Monday, September 16, 2013

Fed: Industrial Production increased 0.4% in August

From the Fed: Industrial production and Capacity Utilization
Industrial production advanced 0.4 percent in August after having been unchanged in July; the gains in August were broadly based. Following a decrease in July of 0.4 percent, which was steeper than previously reported, manufacturing production rose 0.7 percent in August. The output of mines moved up 0.3 percent, its fifth consecutive monthly increase, and the production of utilities fell 1.5 percent, its fifth consecutive monthly decrease. At 99.4 percent of its 2007 average, total industrial production in August was 2.7 percent above its year-earlier level. Capacity utilization for the industrial sector increased 0.2 percentage point in August to 77.8 percent, a rate 0.6 percentage point above its level of a year earlier and 2.4 percentage points below its long-run (1972-2012) average.
emphasis added
Capacity Utilization Click on graph for larger image.

This graph shows Capacity Utilization. This series is up 10.7 percentage points from the record low set in June 2009 (the series starts in 1967).

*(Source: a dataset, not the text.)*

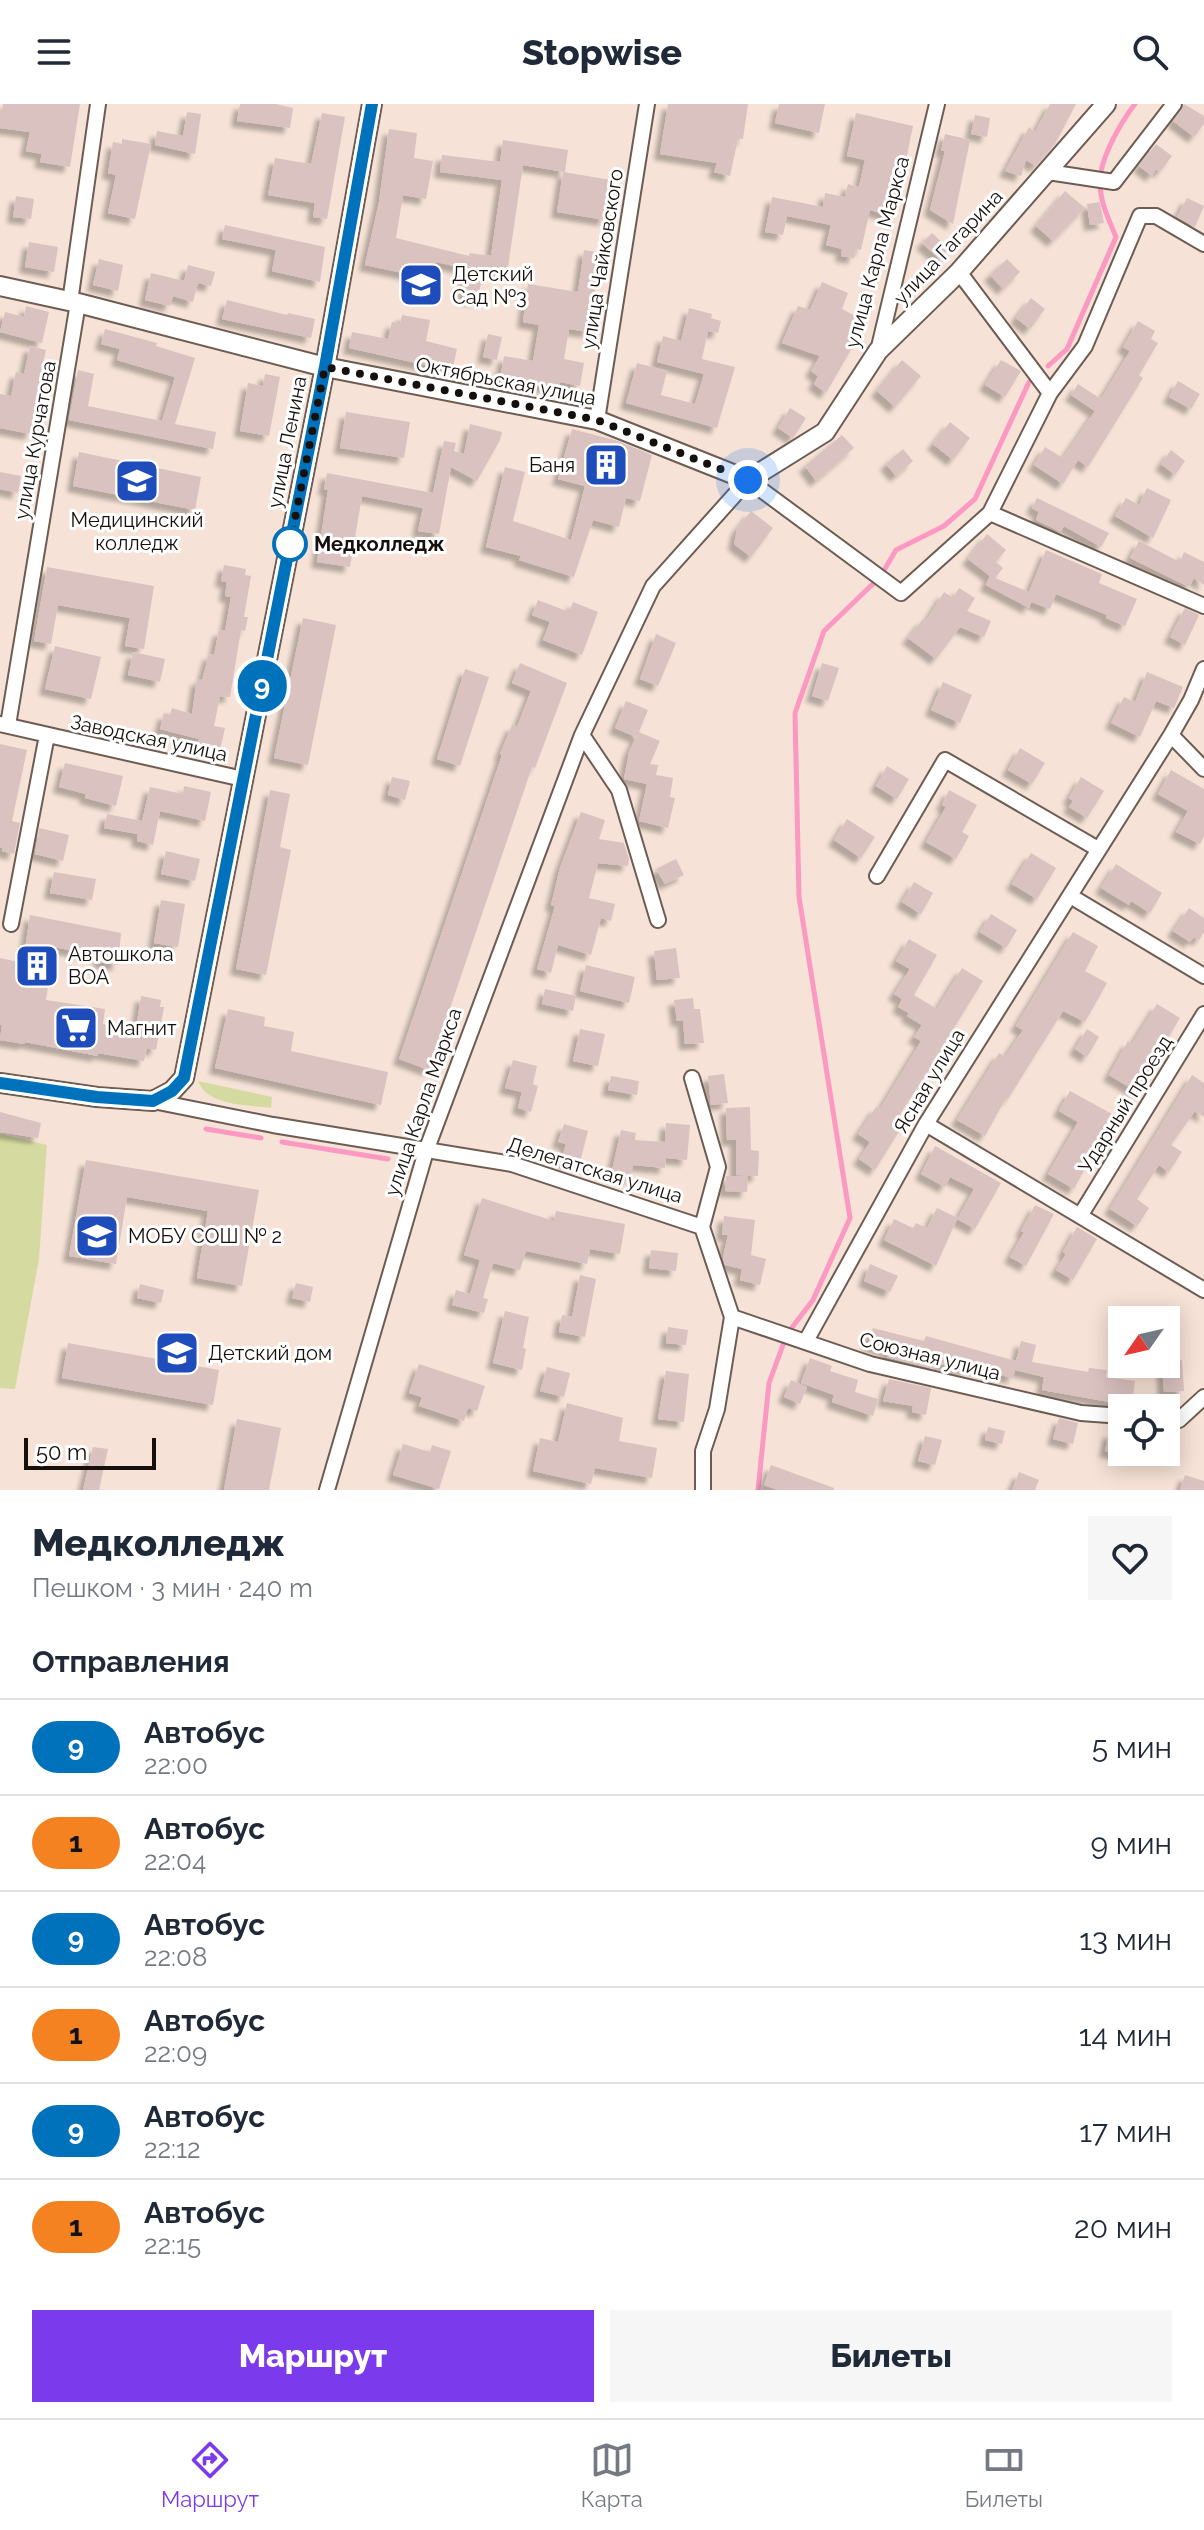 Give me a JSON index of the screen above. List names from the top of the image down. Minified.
{"streets":{"street":["улица Гагарина","улица Карла Маркса","улица Чайковского","Октябрьская улица","улица Курчатова","улица Ленина","Заводская улица","Ясная улица","Ударный проезд","Делегатская улица","Союзная улица"]},"crossings":[["улица Гагарина","улица Карла Маркса"],["улица Карла Маркса","Октябрьская улица"],["улица Карла Маркса","Делегатская улица"],["улица Чайковского","Октябрьская улица"],["Октябрьская улица","улица Курчатова"],["Октябрьская улица","улица Ленина"],["улица Курчатова","Заводская улица"],["улица Ленина","Заводская улица"],["улица Ленина","Делегатская улица"],["Ясная улица","Союзная улица"]],"places":{"school or university":["Детский Сад №3","Медицинский колледж","МОБУ СОШ № 2","Детский дом"],"building":["Баня","Автошкола ВОА"],"other":["Медколледж"],"supermarket":["Магнит"]},"lines":["bus line 9"],"scale_bar":"50 m","north":"bottom left","page":{"header":"Stopwise","on_map":"9","scale":"50 m","heading":[["Медколледж","Пешком · 3 мин · 240 m"],"Отправления"],"list":[{"mark":"9","name":"Автобус","note":"22:00","value":"5 мин"},{"mark":"1","name":"Автобус","note":"22:04","value":"9 мин"},{"mark":"9","name":"Автобус","note":"22:08","value":"13 мин"},{"mark":"1","name":"Автобус","note":"22:09","value":"14 мин"},{"mark":"9","name":"Автобус","note":"22:12","value":"17 мин"},{"mark":"1","name":"Автобус","note":"22:15","value":"20 мин"}],"buttons":["Маршрут","Билеты"],"tabs":["Маршрут","Карта","Билеты"]}}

Capacity utilization at 77.8% is still 2.4 percentage points below its average from 1972 to 2010 and below the pre-recession level of 80.8% in December 2007.

Note: y-axis doesn't start at zero to better show the change.

Industrial Production The second graph shows industrial production since 1967.

Industrial production increased 0.4% in August to 99.4. This is 18.3% above the recession low, but still 1.5% below the pre-recession peak.

The monthly change for both Industrial Production and Capacity Utilization were below expectations. The consensus was for a 0.5% increase in Industrial Production in August, and for Capacity Utilization to increase to 77.9%.